_Directions_
Tally up the lines below that include the word "canvas". Answer with the number alone.

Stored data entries
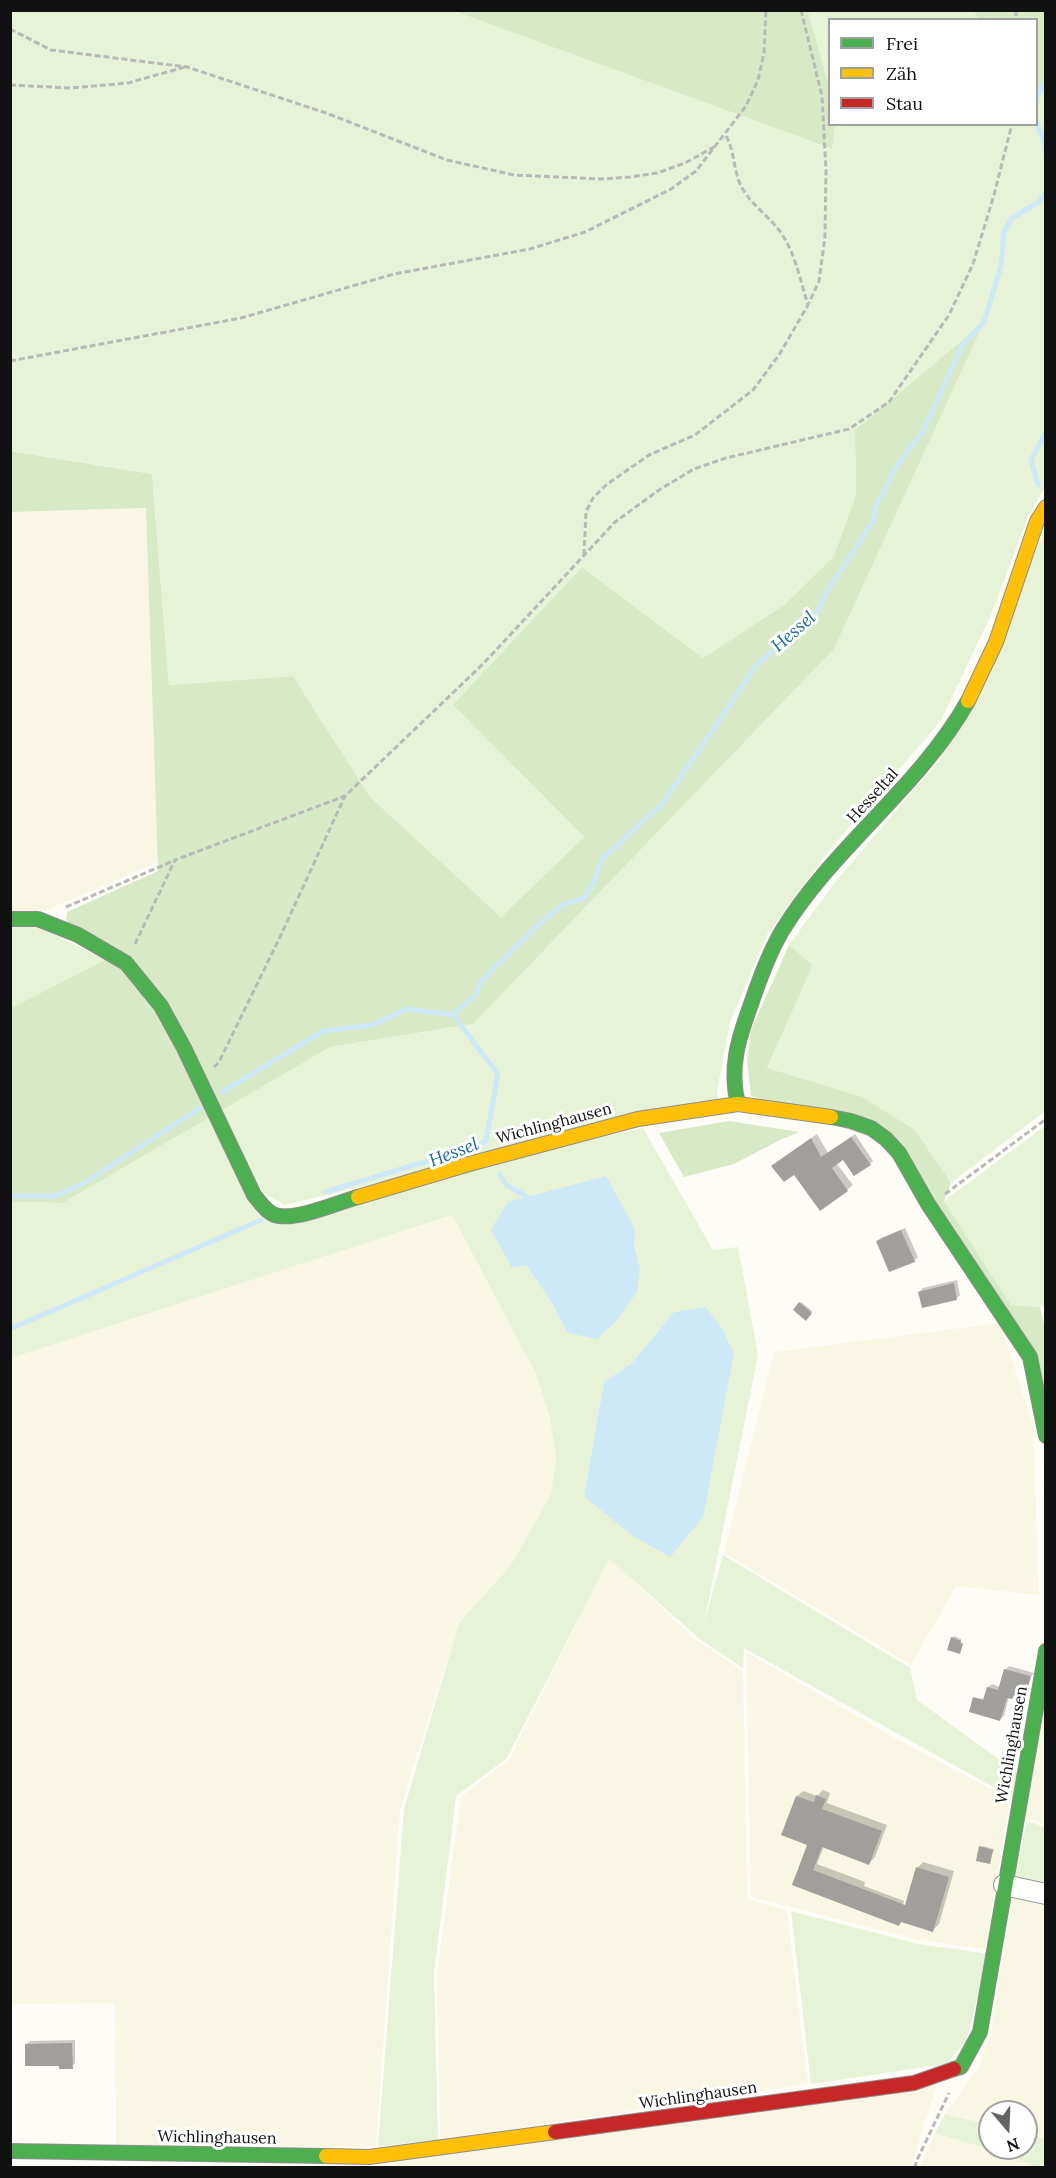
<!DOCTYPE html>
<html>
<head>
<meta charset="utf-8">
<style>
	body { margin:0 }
	#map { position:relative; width:1056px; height:2178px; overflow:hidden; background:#fdfcf7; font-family:Lora,serif }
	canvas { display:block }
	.frame { position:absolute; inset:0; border:12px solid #111; pointer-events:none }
	.legend { position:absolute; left:828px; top:18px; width:210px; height:108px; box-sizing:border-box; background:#fff; border:2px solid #a0a0a0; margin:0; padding:8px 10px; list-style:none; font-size:18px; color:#111 }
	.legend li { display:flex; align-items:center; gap:12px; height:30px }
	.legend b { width:30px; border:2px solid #a0a0a0 }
	.north { position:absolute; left:978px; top:2100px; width:60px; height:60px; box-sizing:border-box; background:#fff; border:2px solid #a0a0a0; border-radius:50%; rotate:161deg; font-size:16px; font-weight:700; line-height:24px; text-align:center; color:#111 }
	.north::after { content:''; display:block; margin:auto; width:21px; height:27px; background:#646362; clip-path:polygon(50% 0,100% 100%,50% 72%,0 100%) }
</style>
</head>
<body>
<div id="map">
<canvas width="1056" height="2178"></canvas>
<div class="frame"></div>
<ul class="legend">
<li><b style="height:8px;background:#4caf50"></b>Frei</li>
<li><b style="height:8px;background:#ffc107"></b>Zäh</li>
<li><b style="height:8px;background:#c62828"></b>Stau</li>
</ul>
<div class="north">N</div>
</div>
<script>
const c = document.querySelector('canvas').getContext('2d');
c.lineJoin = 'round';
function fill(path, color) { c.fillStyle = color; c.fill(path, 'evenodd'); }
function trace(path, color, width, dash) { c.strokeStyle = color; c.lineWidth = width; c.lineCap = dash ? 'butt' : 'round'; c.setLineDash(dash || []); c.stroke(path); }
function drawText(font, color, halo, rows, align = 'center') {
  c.font = font + ' Lora,serif'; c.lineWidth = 6; c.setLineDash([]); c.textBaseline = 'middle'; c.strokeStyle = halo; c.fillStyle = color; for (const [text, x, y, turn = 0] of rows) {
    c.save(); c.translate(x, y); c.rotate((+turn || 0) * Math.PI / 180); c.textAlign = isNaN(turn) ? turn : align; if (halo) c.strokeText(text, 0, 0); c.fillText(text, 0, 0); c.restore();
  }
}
fill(new Path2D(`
	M146 508 158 862 44 911 11 913 10 512Z
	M452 1215 536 1374 549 1415 556 1457 551 1494 511 1565 459 1623 400 1810 376 2146 116 2147 115 2003 11 2004 10 1358Z
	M1000 1323 1033 1427 1039 1595 956 1586 911 1665 724 1553 774 1352Z
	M609 1558 694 1638 743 1671 747 1898 787 1911 808 2084 440 2140 437 1972 461 1797 508 1761Z
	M746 1652 896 1739 1010 1799 985 1949 919 1940 751 1897Z
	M1045 1675V1824L1021 1816Z
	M1012 1898 1045 1906V2138L1026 2134V2112H990V2125L945 2114 979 2067 991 2033Z
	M937 2084 911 2167 397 2168 396 2160Z
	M935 2133 1017 2158 1034 2167 919 2168Z`), '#f9f7e4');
fill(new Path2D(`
	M10 11H460V12L831 149 835 125 1036 124 1037 96 1045 80V487L1028 517 991 615 940 722 827 853 767 935 730 1022 717 1091 718 1101 285 1205 263 1193 219 1111 330 1047 473 1024 834 649 983 323 855 430 856 494 834 556 784 605 703 658 582 567 454 706 584 837 501 917 370 797 293 676 169 685 152 474 11 451Z
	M808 11H973L979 19 830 20 829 86Z
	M1045 531V1111L951 1183 915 1130 767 1068 813 965 789 945 836 881 941 758Z
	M11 926H37L105 960 11 1008Z
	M210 1117 258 1215 643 1128 713 1250 738 1247 758 1355 704 1624 723 1555 910 1668 917 1700 1018 1773 1013 1798 744 1648 743 1668 701 1640 609 1559 507 1758 456 1796 434 1974 438 2140 378 2146 404 1809 459 1623 511 1565 551 1494 556 1457 549 1415 536 1374 452 1215 11 1358V1202L63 1203ZM635 1229 634 1245 640 1268 568 1333 550 1300 526 1265ZM674 1312 584 1496 604 1382 632 1363Z
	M1045 1126V1304L1040 1307 1011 1305 944 1201Z
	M1027 1821 1045 1827V1888L1014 1881Z
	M791 1911 918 1944 989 1954 966 2041 946 2064 811 2084Z
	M945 2114 990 2125V2148H1026V2134L1045 2138V2167H1034L1017 2158 935 2133Z`), '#e7f3d7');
fill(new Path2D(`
	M460 11H808L829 86 830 124 835 125 832 149 460 13Z
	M973 11H1045V80L1037 97 1036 20 979 19Z
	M984 322 834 649 473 1024 330 1047 63 1203 11 1202V1008L105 960 66 920 67 912 158 871 146 508 11 512 10 451 152 474 169 685 293 676 370 797 501 917 584 837 453 705 582 567 703 658 784 605 834 556 856 494 855 430Z
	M789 945 813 965 767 1068 862 1097 915 1130 951 1183 944 1201 1011 1305 1040 1307 1045 1329V1400L905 1149 751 1096 747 1061 751 1030Z
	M729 1121 800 1132 780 1140 734 1164 684 1177 659 1133Z`), '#d8eac5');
fill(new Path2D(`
	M606 1176 635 1229 634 1245 640 1268 637 1292 616 1321 597 1339 568 1333 550 1300 526 1265 512 1268 491 1229 508 1202Z
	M705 1307 720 1325 734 1353 703 1517 670 1557 630 1534 584 1496 604 1382 632 1363 674 1312Z`), '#cde8f7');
fill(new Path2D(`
	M817 1134 828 1153 855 1134 873 1161 870 1164 843 1158 836 1163 853 1185 847 1190 773 1166Z
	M905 1228 918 1257 914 1261 890 1270 877 1242 881 1238Z
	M957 1280 960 1295 957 1298 919 1292 923 1288Z
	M801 1302 812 1311 806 1318 795 1309Z
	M954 1636 961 1639V1642L963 1643 961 1651 952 1638Z
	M1009 1666 1034 1673 1012 1698 1009 1697 1004 1716 1000 1719 974 1698 985 1699 988 1687 992 1684 1000 1687 1005 1670Z
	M823 1790 830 1793 827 1803 887 1825 875 1857 869 1863 824 1846 817 1864 865 1882 864 1886 904 1901 900 1916 903 1917 917 1868 923 1862 954 1871 939 1924 933 1930 902 1921 899 1924 794 1885 809 1844 783 1834 797 1796 803 1791 817 1796Z
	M982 1846 994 1849 989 1863 981 1847Z
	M75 2040V2063L72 2067 27 2044 30 2041Z`), '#0003');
trace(new Path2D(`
	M1045 10 1046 11
	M1036 103 1037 97 1046 80
	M1036 120 1044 143 1046 157
	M1038 485 1031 460 1046 432
	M453 1015 498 1074 486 1141 464 1152
	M222 1092 323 1031 372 1025 407 1009 453 1015 476 994 481 981 534 929 562 905 584 898 594 883 601 860 663 803 758 663 815 617 826 593 873 521 877 503 899 463 923 431 963 344 984 322 1001 266 1004 232 1012 218 1040 201 1046 191
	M500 1174 505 1184 527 1197
	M326 1192 414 1165 455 1154
	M10 1196H55L84 1183 200 1108
	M10 1329 261 1220`), '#cde8f7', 5);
fill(new Path2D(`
	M851 1137 871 1165 854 1176 843 1160 832 1168 848 1191 820 1211 794 1175 784 1182 771 1166 811 1138 821 1157Z
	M901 1230 915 1262 889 1272 876 1241Z
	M954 1283 957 1300 922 1308 918 1292Z
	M799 1302 812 1313 806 1321 793 1310Z
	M951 1637 961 1641 960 1643 963 1644 960 1654 947 1650Z
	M1004 1669 1031 1676 1025 1698 1014 1695 1012 1699 1007 1698 1000 1721 969 1712 973 1697 983 1700 987 1687 998 1690Z
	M816 1795 826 1799 822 1809 882 1831 869 1865 822 1847 813 1870 905 1905 916 1867 949 1877 933 1932 901 1922 899 1926 792 1885 807 1845 781 1835 796 1796 814 1802Z
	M979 1846 993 1850 990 1864 976 1861Z
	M72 2043 73 2069H59V2066H25V2044Z`), '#a19f9c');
const street = new Path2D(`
	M1004 1885 1046 1894`);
const fast = new Path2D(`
	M10 919H38L78 935 126 963 161 1006 184 1048 254 1195C261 1203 268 1215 279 1216 301 1219 336 1203 358 1197
	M738 1104C729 1069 738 1040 750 1007 759 981 768 955 782 931 833 847 919 788 968 701
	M831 1117 851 1121 871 1128 886 1139 899 1153 928 1204 1030 1357 1046 1436
	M954 2069 961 2067 980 2032 1046 1651
	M10 2151 326 2156`);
const slow = new Path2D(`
	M968 701 996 642 1037 521 1046 507
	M358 1197 469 1164 638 1119 738 1104 831 1117
	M326 2156 369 2157 555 2132`);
const jam = new Path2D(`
	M555 2132 914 2083 954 2069`);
trace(street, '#979795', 22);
trace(fast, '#8e8d8b', 16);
trace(slow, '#8e8d8b', 16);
trace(jam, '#8e8d8b', 16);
trace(new Path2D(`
	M801 10 822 96 826 170 825 237 819 281 809 303
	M1016 10V20
	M10 29 51 50 187 67 326 113 447 160 514 175 602 179 630 177 657 173 685 163 714 147
	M10 85 70 88 128 83 185 67
	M10 361 241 318 394 274 530 249 585 232 671 189 696 171 746 106 758 80 764 53 766 10
	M584 555 586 512 593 498 606 485 649 455 695 435 753 390 779 355 808 305C800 280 795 251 779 230 767 215 752 205 742 188 733 171 735 150 725 134
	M66 907 173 861
	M135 944 175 860 345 796 483 664 615 522 659 490 694 469 726 458 849 429 889 402 949 315 973 264 994 195 1012 124
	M214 1067 219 1062 280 937 345 796
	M945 1194 1046 1119
	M915 2168 916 2162 949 2093`), '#b9b9b8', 3, [6, 3]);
trace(street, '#fffffe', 20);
trace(fast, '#4caf50', 14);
trace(slow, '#ffc107', 14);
trace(jam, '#c62828', 14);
drawText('16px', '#111', '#fff', [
	["Hesseltal",873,796,-48],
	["Wichlinghausen",554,1124,-15],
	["Wichlinghausen",1012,1745,-80],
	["Wichlinghausen",698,2096,-8],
	["Wichlinghausen",217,2138,1]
]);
drawText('italic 18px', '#1768a6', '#fff', [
	["Hessel",794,632,-41],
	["Hessel",454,1153,-21]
]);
</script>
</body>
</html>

_Answer for this exercise_
3